Part of the reason I’m asking is because we’re about to build a whole new data center, and after 15 years of using DRBD we are beginning to look at other HA options, mainly because of the filesystem as a weak point. I should mention that it has *never* happened before, but the thought of it is scary.



-Eric




From: drbd-user-bounces at lists.linbit.com <drbd-user-bounces at lists.linbit.com> On Behalf Of Yanni M.
Sent: Thursday, June 3, 2021 2:21 PM
Cc: drbd-user at lists.linbit.com
Subject: Re: [DRBD-user] The Problem of File System Corruption w/DRBD

As others already mentioned the job of DRBD is to faithfully and accurately replicate the data from the layers above it. So if there's a corruption on the filesystem above the DRBD layer then it will happily do it for you, same way as RAID1  would do it on a pair of hdds. If you want to reduce the recovery time from such situation then you could leverage from the snapshots capability on the layers below DRBD (if ThinLVM or ZFS are used), to rollback at a previous checkpoint or implement HA at the layers above DRBD if the application you are using supports it, it really depends on the use case. That being said a filesystem corruption shouldn't be a common thing and if it occurs you should investigate why it happened in the first place.

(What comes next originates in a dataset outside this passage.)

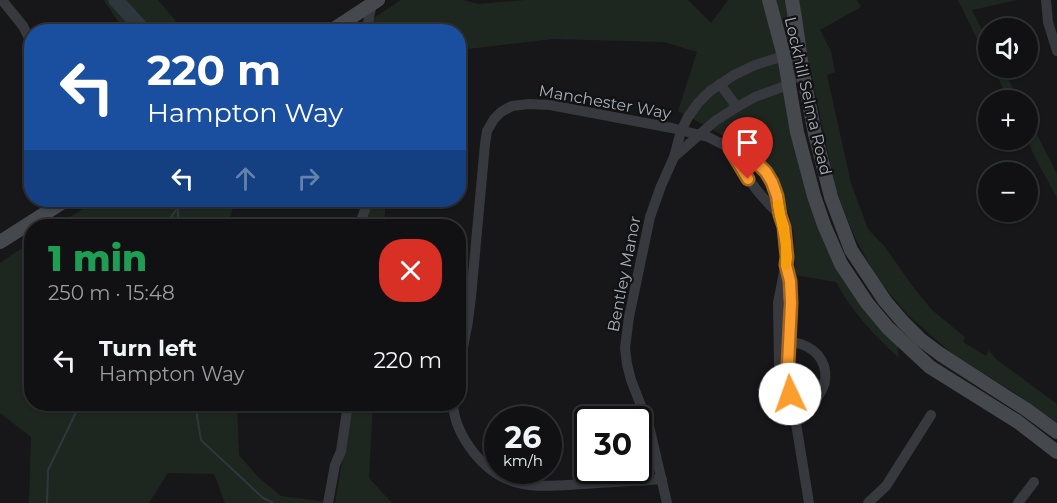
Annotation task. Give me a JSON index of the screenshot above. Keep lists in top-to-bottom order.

On Wed, 2 Jun 2021 at 22:50, Eric Robinson <eric.robinson at psmnv.com<mailto:eric.robinson at psmnv.com>> wrote:
Since DRBD lives below the filesystem, if the filesystem gets corrupted, then DRBD faithfully replicates the corruption to the other node. Thus the filesystem is the SPOF in an otherwise shared-nothing architecture. What is the recommended way (if there is one) to avoid the filesystem SPOF problem when clusters are based on DRBD?